(1)Die Kommission stellt — gegebenenfalls nach Anhörung der in Artikel 7 genannten einschlägigen Einrichtungen und sonstigen Stellen der Union — ein mehrjähriges Evaluierungsprogramm mit einer Laufzeit von sieben Jahren mindestens acht Monate vor Beginn des folgenden Siebenjahreszeitraums auf. In jedem mehrjährigen Evaluierungszyklus wird jeder Mitgliedstaat einer regelmäßigen Evaluierung unterzogen und kann auf der Grundlage von Risikoanalysen, neuen Rechtsvorschriften oder den von der Kommission gemäß den Artikeln 7 bis 11 erhaltenen Informationen gegebenenfalls einer oder mehreren thematischen oder unangekündigten Evaluierungen unterzogen werden.
(2)Die Kommission stellt das mehrjährige Evaluierungsprogramm im Wege eines Durchführungsrechtsakts auf. Dieser Durchführungsrechtsakt wird gemäß dem in Artikel 30 Absatz 2 genannten Prüfverfahren erlassen. Die Kommission übermittelt das mehrjährige Evaluierungsprogramm dem Europäischen Parlament und dem Rat.
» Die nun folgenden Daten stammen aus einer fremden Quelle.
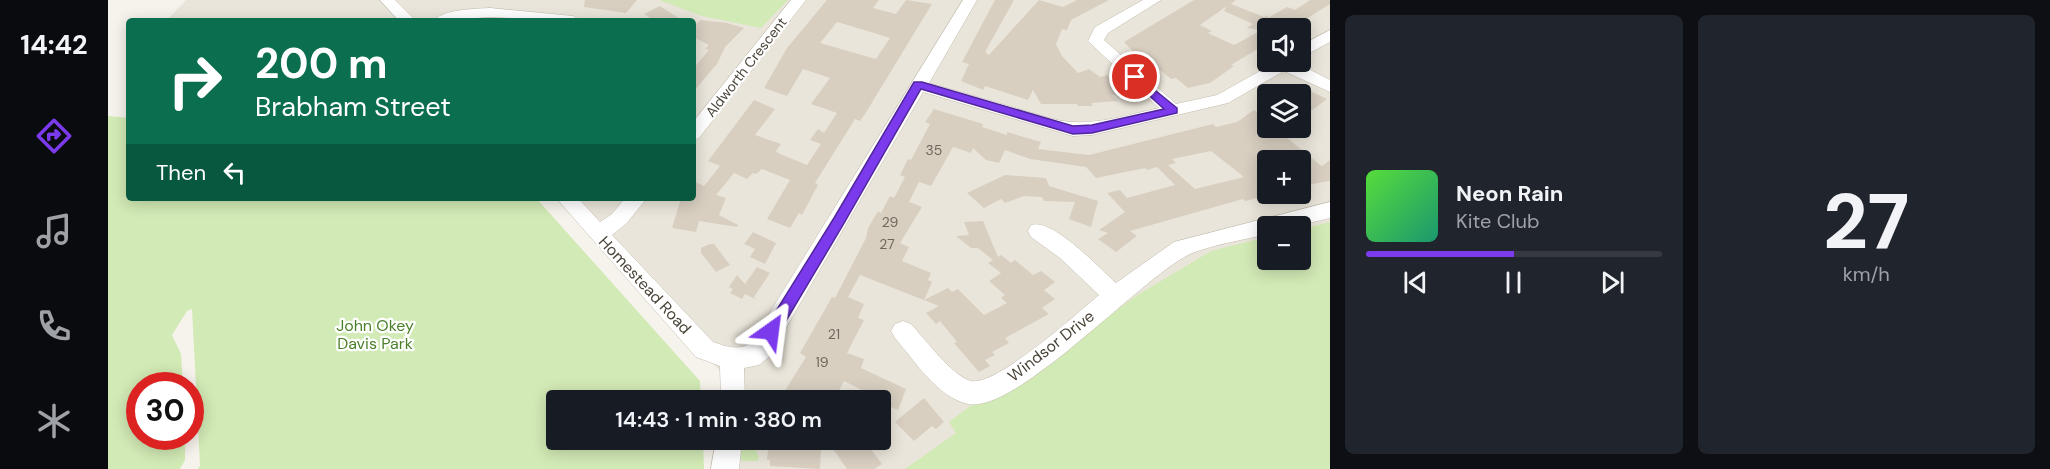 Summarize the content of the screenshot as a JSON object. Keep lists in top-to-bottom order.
{
  "streets": {
    "street": ["Aldworth Crescent", "Homestead Road", "Windsor Drive"]
  },
  "parks": ["John Okey Davis Park"],
  "house_numbers": [
    "35",
    "29",
    "27",
    "21",
    "19"
  ],
  "page": {
    "tabs": "14:42",
    "tile": ["27", "km/h"],
    "map_buttons": ["+", "−"],
    "turn": ["200 m", "Brabham Street"],
    "then": "Then",
    "song": ["Neon Rain", "Kite Club"],
    "limit": "30",
    "trip": "14:43 · 1 min · 380 m"
  }
} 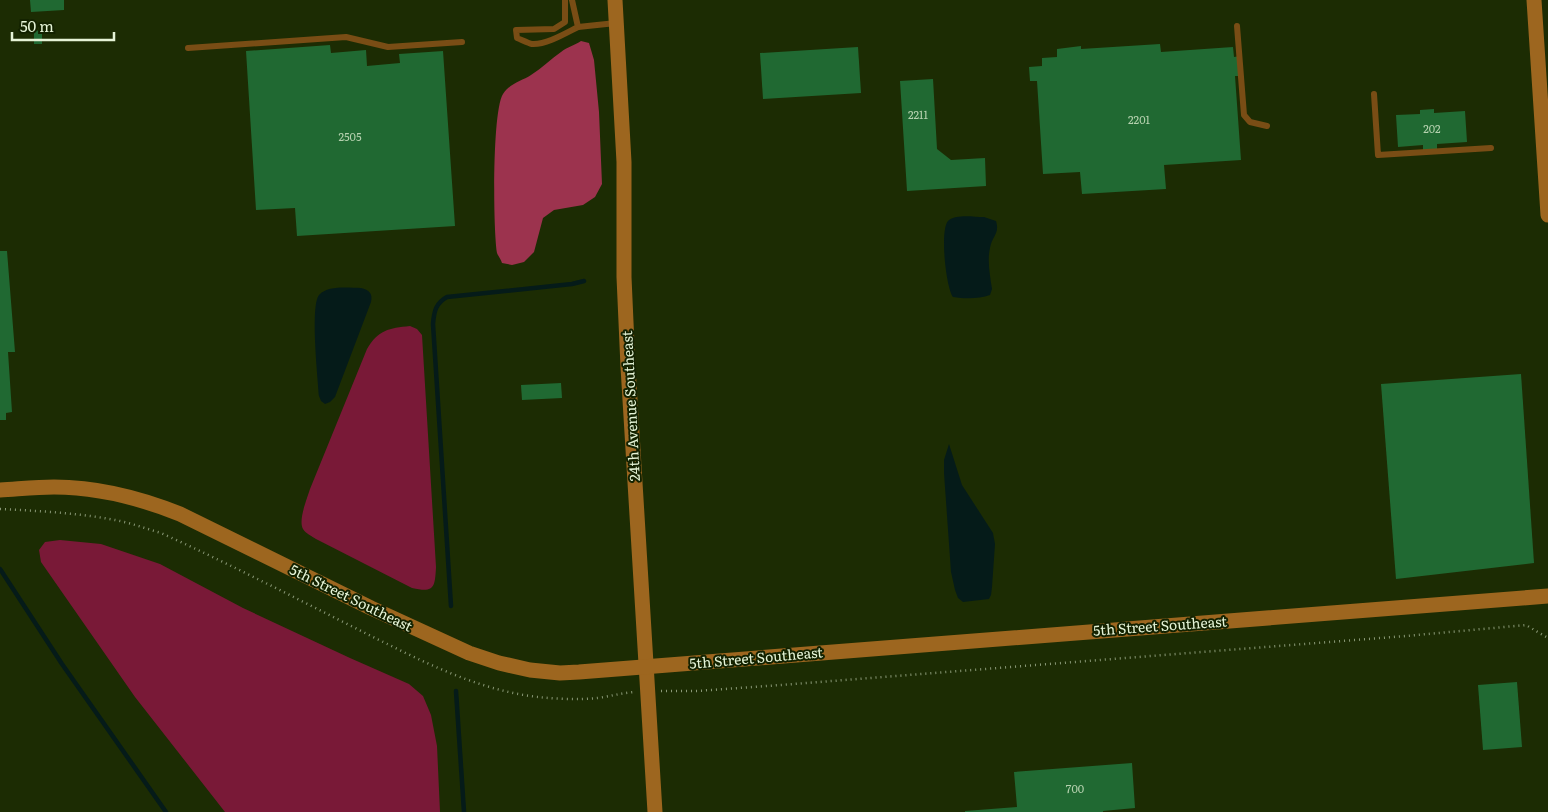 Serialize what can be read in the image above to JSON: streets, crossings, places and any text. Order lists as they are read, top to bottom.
{
  "streets": {
    "street": ["24th Avenue Southeast", "5th Street Southeast"]
  },
  "crossings": [
    ["24th Avenue Southeast", "5th Street Southeast"]
  ],
  "house_numbers": [
    "2211",
    "2201",
    "202",
    "2505",
    "700"
  ],
  "scale_bar": "50 m"
} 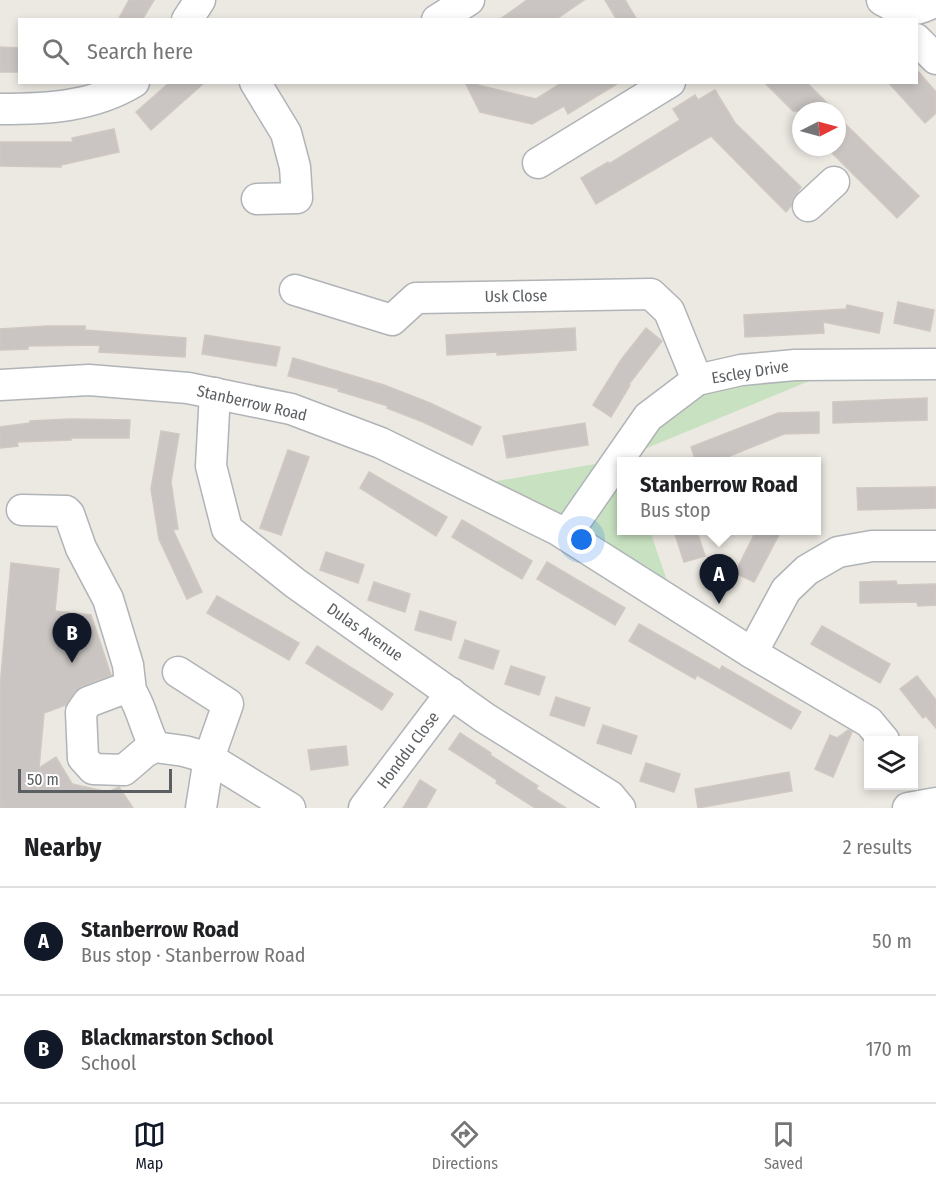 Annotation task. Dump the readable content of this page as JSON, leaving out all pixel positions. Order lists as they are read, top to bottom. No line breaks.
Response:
{"streets":{"street":["Usk Close","Escley Drive","Stanberrow Road","Dulas Avenue","Honddu Close"]},"crossings":[["Usk Close","Escley Drive"],["Escley Drive","Stanberrow Road"],["Stanberrow Road","Dulas Avenue"],["Dulas Avenue","Honddu Close"]],"scale_bar":"50 m","north":"right","page":{"search":"Search here","popup":["Stanberrow Road","Bus stop"],"pins":["A","B"],"scale":"50 m","heading":["Nearby","2 results"],"list":[{"mark":"A","name":"Stanberrow Road","note":"Bus stop · Stanberrow Road","value":"50 m"},{"mark":"B","name":"Blackmarston School","note":"School","value":"170 m"}],"nav":["Map","Directions","Saved"]}} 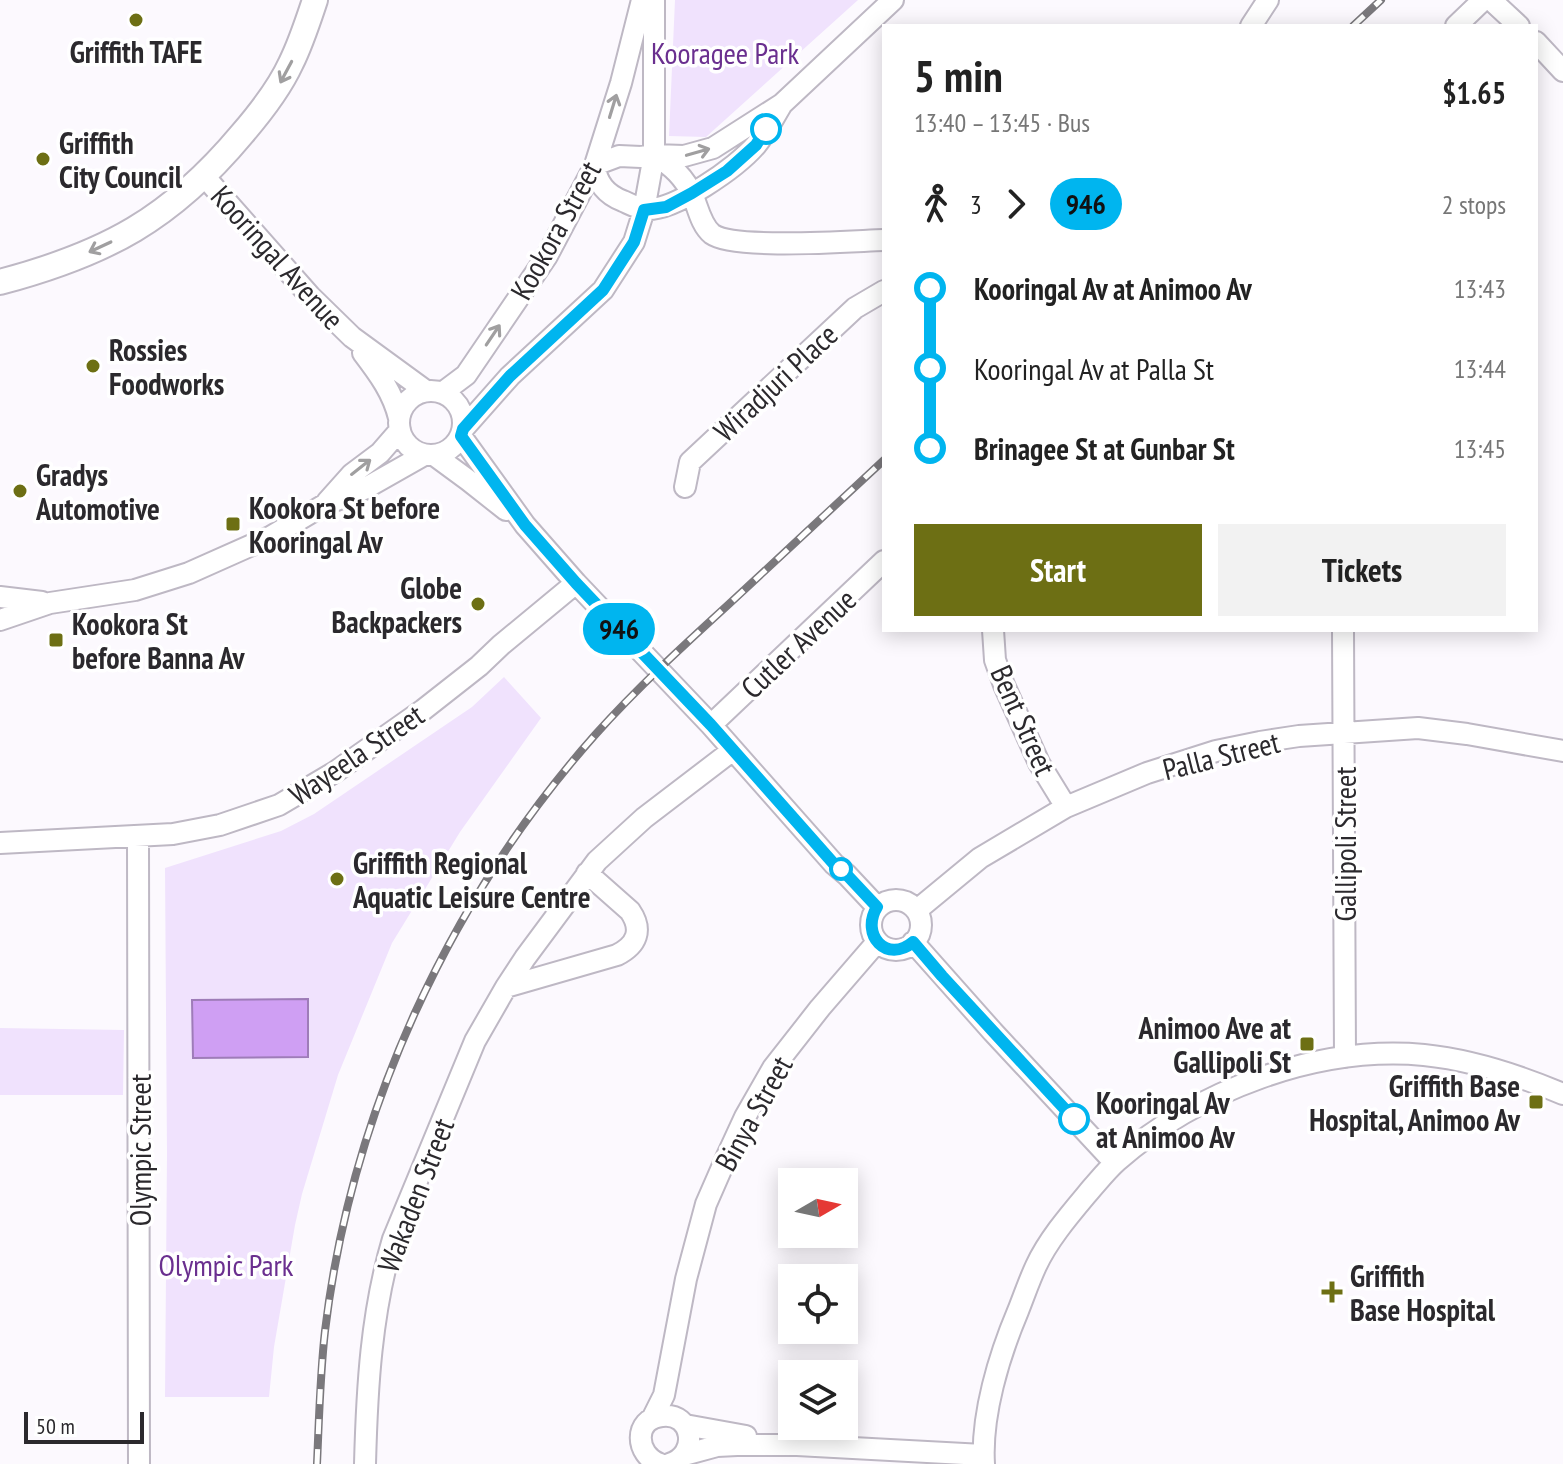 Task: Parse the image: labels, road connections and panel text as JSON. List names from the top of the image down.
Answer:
{
  "streets": {
    "street": [
      "Kookora Street",
      "Kooringal Avenue",
      "Wiradjuri Place",
      "Cutler Avenue",
      "Bent Street",
      "Wayeela Street",
      "Palla Street",
      "Gallipoli Street",
      "Binya Street",
      "Olympic Street",
      "Wakaden Street"
    ]
  },
  "crossings": [
    ["Kookora Street", "Kooringal Avenue"],
    ["Bent Street", "Palla Street"],
    ["Wayeela Street", "Olympic Street"],
    ["Palla Street", "Gallipoli Street"],
    ["Palla Street", "Binya Street"]
  ],
  "parks": ["Kooragee Park", "Olympic Park"],
  "places": {
    "other": [
      "Griffith TAFE",
      "Griffith City Council",
      "Rossies Foodworks",
      "Gradys Automotive",
      "Globe Backpackers",
      "Griffith Regional Aquatic Leisure Centre",
      "Kooringal Av at Animoo Av"
    ],
    "transit": [
      "Kookora St before Kooringal Av",
      "Kookora St before Banna Av",
      "Animoo Ave at Gallipoli St",
      "Griffith Base Hospital, Animoo Av"
    ],
    "health": ["Griffith Base Hospital"]
  },
  "lines": ["bus line 946"],
  "scale_bar": "50 m",
  "north": "right",
  "page": {
    "on_map": "946",
    "heading": ["5 min", "13:40 – 13:45 · Bus", "$1.65"],
    "legs": ["3", "946", "2 stops"],
    "list": [
      {
        "name": "Kooringal Av at Animoo Av",
        "value": "13:43"
      },
      {
        "name": "Kooringal Av at Palla St",
        "value": "13:44"
      },
      {
        "name": "Brinagee St at Gunbar St",
        "value": "13:45"
      }
    ],
    "buttons": ["Start", "Tickets"],
    "scale": "50 m"
  }
}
(3)Das mehrjährige Evaluierungsprogramm kann gegebenenfalls besondere Schwerpunktbereiche innerhalb der in Artikel 1 Absatz 3 genannten Politikbereiche für die regelmäßigen Evaluierungen vorgeben und enthält einen vorläufigen Zeitplan für diese Evaluierungen. Das mehrjährige Evaluierungsprogramm umfasst eine vorläufige Liste der Mitgliedstaaten, die in einem bestimmten Jahr unbeschadet der Anpassungen nach Absatz 4 des vorliegenden Artikels regelmäßigen Evaluierungen unterzogen werden. Bei der vorläufigen Reihenfolge, in der die Mitgliedstaaten einer regelmäßigen Evaluierung unterzogen werden sollen, wird der seit der letzten regelmäßigen Evaluierung vergangene Zeitraum berücksichtigt. Ferner werden die Ergebnisse früherer Evaluierungen, das Tempo der Durchführung der Aktionspläne und andere relevante Informationen über die Vorgehensweisen der Mitgliedstaaten bei der Anwendung des Schengen-Besitzstandes, die der Kommission zur Verfügung stehen und nach den Artikeln 7 bis 11 eingehen, berücksichtigt.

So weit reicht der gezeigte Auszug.